So, your boss has come to you (well, actually they sent an email), with this crazy idea that you need to set up Key Performance Indicators (KPIs) and SMART goals. Is this a passing trend and do you need to act upon it? After a quick internet search, you get the general idea, but the thought of sitting down and writing these out seems a little bit like too much hassle.
Don’t worry, we’re here for you
1 – What’s the big idea.
Actually, it’s a good one. Up until now, either your work has not been measured at all, it has been measured in a subjective manner or your measurement only comes in a negative way (i.e. you get reprimanded/complained-to if something is not done).
Good news, KPI’s are going to help. Oh, and in addition, do you ever get your boss coming to you and complaining in a subjective manner (it’s not what I had in mind… I ‘like’ it this way…) and does that conversation occasionally last a long time, when frankly you could be getting on with more work or doing something else far more productive (even if that involves Facebook)? Well KPIs help with this too.

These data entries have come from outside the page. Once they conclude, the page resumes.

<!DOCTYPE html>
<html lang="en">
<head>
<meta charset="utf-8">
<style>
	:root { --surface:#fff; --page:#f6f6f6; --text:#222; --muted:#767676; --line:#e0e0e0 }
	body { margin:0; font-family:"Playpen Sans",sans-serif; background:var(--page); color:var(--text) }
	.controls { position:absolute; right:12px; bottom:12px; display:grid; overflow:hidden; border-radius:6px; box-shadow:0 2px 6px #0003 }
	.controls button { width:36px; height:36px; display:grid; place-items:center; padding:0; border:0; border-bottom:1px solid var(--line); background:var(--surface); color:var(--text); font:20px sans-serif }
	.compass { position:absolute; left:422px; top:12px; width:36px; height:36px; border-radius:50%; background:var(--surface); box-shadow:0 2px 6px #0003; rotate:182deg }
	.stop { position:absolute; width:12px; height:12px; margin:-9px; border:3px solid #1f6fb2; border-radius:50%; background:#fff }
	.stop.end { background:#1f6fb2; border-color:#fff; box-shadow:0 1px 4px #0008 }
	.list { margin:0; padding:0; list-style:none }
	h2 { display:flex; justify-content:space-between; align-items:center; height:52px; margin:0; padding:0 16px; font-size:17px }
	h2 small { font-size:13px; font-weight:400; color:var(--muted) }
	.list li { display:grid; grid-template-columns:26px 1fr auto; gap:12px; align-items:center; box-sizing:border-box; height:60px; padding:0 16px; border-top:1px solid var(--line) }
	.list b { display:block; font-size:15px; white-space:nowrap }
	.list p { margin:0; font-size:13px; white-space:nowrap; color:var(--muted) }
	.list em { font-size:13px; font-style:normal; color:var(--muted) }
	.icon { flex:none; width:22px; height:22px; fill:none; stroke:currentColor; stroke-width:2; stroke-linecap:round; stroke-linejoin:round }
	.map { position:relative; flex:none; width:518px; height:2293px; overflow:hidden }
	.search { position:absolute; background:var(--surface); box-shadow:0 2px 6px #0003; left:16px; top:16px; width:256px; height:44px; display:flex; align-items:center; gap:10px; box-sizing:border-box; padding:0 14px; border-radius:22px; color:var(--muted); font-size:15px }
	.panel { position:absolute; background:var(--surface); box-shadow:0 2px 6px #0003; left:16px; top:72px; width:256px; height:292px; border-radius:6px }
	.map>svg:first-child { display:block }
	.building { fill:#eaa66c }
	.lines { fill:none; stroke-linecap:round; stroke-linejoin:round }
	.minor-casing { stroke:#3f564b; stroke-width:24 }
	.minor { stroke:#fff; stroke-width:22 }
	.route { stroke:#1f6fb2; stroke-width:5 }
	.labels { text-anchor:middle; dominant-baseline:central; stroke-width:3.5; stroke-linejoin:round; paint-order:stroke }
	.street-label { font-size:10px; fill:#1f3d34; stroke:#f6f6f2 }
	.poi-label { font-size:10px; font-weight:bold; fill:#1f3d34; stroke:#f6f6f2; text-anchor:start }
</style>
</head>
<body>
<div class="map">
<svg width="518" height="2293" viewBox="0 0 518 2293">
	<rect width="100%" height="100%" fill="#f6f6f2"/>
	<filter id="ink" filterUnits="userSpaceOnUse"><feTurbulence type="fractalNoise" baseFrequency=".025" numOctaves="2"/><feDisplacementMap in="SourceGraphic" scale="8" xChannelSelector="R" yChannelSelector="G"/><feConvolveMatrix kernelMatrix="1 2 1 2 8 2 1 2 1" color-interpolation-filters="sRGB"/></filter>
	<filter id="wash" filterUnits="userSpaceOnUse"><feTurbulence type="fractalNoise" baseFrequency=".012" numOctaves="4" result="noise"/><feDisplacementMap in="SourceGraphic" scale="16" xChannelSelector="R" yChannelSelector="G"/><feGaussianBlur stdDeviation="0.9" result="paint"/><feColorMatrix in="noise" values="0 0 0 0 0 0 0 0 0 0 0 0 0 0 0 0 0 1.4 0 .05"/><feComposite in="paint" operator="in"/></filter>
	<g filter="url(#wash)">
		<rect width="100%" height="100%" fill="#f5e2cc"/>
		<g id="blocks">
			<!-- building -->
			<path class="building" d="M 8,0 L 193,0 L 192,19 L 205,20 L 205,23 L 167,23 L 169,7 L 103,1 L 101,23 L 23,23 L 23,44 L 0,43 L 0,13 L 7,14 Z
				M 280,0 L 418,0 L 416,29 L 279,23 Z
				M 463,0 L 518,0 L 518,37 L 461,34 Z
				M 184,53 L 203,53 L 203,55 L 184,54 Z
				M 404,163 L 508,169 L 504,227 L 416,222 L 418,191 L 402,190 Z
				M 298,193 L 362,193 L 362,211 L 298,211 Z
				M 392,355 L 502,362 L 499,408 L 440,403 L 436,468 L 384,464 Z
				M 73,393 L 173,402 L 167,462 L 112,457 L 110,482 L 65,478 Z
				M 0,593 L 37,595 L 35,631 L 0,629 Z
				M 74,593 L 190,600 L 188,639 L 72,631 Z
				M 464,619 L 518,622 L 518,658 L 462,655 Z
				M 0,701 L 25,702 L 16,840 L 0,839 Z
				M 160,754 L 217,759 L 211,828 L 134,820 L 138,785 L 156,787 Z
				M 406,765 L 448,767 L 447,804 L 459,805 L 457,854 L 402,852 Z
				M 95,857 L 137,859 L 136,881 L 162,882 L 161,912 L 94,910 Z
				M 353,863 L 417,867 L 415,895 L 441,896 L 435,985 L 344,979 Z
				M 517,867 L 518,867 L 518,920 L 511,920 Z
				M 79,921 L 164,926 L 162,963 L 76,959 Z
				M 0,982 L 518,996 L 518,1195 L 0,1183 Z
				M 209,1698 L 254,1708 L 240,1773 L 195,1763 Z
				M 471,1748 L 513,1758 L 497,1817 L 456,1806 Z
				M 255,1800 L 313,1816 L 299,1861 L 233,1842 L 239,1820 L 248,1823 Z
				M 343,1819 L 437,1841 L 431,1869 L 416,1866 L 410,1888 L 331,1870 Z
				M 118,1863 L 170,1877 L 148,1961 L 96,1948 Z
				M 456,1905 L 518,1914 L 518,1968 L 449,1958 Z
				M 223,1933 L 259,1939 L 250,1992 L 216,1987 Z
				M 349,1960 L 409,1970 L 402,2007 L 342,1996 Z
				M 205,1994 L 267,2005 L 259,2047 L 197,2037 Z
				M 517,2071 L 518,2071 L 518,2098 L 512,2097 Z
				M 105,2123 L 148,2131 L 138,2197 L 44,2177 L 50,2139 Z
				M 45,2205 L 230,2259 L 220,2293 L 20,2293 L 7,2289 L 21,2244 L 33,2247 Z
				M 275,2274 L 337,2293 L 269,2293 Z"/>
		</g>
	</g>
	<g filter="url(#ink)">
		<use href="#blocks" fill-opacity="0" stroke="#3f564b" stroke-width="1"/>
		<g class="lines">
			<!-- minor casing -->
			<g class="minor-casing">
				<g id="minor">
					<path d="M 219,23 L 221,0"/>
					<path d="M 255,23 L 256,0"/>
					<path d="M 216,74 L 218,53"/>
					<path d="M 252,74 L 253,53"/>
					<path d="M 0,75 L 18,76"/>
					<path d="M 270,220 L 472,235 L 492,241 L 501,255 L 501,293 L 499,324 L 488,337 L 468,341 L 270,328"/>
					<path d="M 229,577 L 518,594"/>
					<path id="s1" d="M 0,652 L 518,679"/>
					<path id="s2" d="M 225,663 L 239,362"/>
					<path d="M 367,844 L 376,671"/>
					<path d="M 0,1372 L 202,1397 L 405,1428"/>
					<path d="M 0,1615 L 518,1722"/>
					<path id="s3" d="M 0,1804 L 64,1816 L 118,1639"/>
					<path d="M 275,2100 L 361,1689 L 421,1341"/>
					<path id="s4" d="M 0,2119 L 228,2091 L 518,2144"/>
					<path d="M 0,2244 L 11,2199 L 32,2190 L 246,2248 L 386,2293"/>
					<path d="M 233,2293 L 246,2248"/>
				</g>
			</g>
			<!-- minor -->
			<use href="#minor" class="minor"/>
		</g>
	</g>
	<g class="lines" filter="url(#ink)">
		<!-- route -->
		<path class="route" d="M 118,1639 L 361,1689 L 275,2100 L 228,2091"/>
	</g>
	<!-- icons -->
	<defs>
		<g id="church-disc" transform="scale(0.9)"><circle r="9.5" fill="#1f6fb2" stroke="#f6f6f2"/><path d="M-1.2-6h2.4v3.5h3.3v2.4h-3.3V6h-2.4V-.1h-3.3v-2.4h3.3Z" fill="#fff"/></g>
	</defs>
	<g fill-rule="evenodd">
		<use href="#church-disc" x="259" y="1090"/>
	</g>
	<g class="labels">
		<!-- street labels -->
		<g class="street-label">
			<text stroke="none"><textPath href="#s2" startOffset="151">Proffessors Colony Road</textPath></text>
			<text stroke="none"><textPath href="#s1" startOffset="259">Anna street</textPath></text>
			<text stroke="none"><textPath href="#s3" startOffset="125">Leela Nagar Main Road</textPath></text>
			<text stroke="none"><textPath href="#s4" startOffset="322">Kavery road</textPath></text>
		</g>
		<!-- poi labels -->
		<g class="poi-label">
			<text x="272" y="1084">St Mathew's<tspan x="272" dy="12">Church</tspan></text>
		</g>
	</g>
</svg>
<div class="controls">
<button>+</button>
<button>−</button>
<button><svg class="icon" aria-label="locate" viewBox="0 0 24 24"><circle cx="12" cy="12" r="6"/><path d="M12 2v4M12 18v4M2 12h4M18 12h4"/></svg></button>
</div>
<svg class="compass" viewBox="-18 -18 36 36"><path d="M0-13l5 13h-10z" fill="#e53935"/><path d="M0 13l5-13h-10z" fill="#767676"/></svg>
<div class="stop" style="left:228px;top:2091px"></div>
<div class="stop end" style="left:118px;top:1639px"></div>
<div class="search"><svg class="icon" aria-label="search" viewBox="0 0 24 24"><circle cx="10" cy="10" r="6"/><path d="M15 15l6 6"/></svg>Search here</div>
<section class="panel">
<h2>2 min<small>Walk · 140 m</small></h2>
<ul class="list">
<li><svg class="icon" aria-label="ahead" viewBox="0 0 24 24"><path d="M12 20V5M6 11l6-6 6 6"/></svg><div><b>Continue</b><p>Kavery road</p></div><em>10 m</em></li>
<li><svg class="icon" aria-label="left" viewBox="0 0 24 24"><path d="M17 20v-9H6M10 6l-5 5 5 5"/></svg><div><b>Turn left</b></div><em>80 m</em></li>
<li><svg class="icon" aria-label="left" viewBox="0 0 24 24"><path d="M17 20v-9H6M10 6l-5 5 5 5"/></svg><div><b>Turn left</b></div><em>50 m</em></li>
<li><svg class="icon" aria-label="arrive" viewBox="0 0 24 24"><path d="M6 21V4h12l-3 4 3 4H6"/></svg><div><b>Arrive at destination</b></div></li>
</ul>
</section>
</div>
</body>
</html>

So, KPI’s are a way of putting at a high level, what you think the top 4 or 5 achievements should be for yourself over the next (normally) quarter. By writing this out – each KPI as one sentence - you are indicating what is important, and your boss can then either agree or not, but once agreed to, both of you should be in agreement as to what is happening in the next quarter/time period.
2 – So, how do you work out what your KPIs should be?
These shouldn’t be plucked from thin air. In fact, you probably have access to a number of documents that can help you. See if you can get your hands on:
- Your job description
- The previous job reviews your boss has given you
- Vision, objectives or goals of your company or department
- Sales goals
- Important emails that your boss sent out about strategy or big projects
A typical KPI could be along the lines of:
- Delivering market-leading consulting services
- Ensuring we have the best team in the industry
- Addressing flaws in our delivery across North American operations
- Making sure we send out invoices and collect payments in a timely manner
3 – Now make them SMART
Next up we need to rationalize your KPIs. I am sure the KPI’s you came up with are awesome at the high level, but now we need to make these ‘real’. How are we going to measure success?
Each KPI needs one or a number of SMART goals.
What is a SMART goal?
SMART is an acronym for specific, measurable, attainable, relevant and time based. It is true that not all are in universal agreement, but if the letters stand for something else, it is generally with the same definition.
- Specific – target a specific area for improvement.
- Measurable – quantify or at least suggest an indicator of progress.
- Attainable/Assignable – is it really possible, and who’s doing this.
- Relevant/Realistic – is it relevant for the business and what results can realistically be achieved, given available resources.
- Time-based – specify when the result(s) can be achieved.
Let’s take an example. From our KPI above, “Making sure we send out invoices and collect payments in a timely manner” we need to set at least two SMART goals – one for invoices and one for the collection of payments. Let’s take the first one – invoicing in a timely manner
- Specific – Invoices
- Measurable – send out within 24-hours of order being fulfilled, in 98% of the cases over an average week.
- Attainable/Assignable – Brenda’s doing this, and as right now 70% of invoices are already sent out within 24-hours, so this does seem possible
- Relevant/Realistic – this is relevant for the business, as debtors pay invoices quicker if they receive the invoice closer to the order fulfillment, so if we achieve this realistic goal, we are making a sizable difference to the business
- Time-based – we’ll achieve this measurable goal by the end of this quarter
In summary, if your goal can be measured and you can define a timeline to hitting a desirable measure, then you’re getting the hang of this.
4 – Get them approved
Now you have SMART goals that represent your KPIs. You should show them to your manager, who needs to agree on them. They will be looking for three things:
- are the priorities of your job role addressed by the KPIs
- are they meaningful to the organization (will you be making a difference)
- are they SMART (now you’re an expert in this, it should be a breeze)
5 – Get on and do the work
Once you have agreed your KPIs and SMART goals with your manager, the easy stuff happens. You get on and do your job for the quarter.
You can expect that your manager (if they are any good) will be coming to you during the quarter to see how you’re doing. When they do, then reiterate your SMART goals, reaffirm if they are still achievable (according to the metrics and timeline), and if there is any doubt, speak to your manager about what they can do to help you hit the goal.
These can now be objective discussions. If you are halfway through the time period, and you are half way to your desired goal, then (all things being linear) you’re in a good place.
6 – What happens at the quarter end?
Firstly, you report back to your manager with the results for each SMART goal. If the goal was realistic, you are good at your job, and nothing unforeseen occurred, then the goal should be met and your manager should be very happy (as should you be). If the goal was not met, then you can expect to discuss this to work out where improvements can be made.
At this time, you’ll be also submitting your next goals. Some may be repeated, and some may be new – that all depends on your job role and responsibilities.
What we love about KPI’s and SMART goals is that they are simple, they are relevant for all organizations, are applicable for all level of workers, and they really do work to keep team members happier.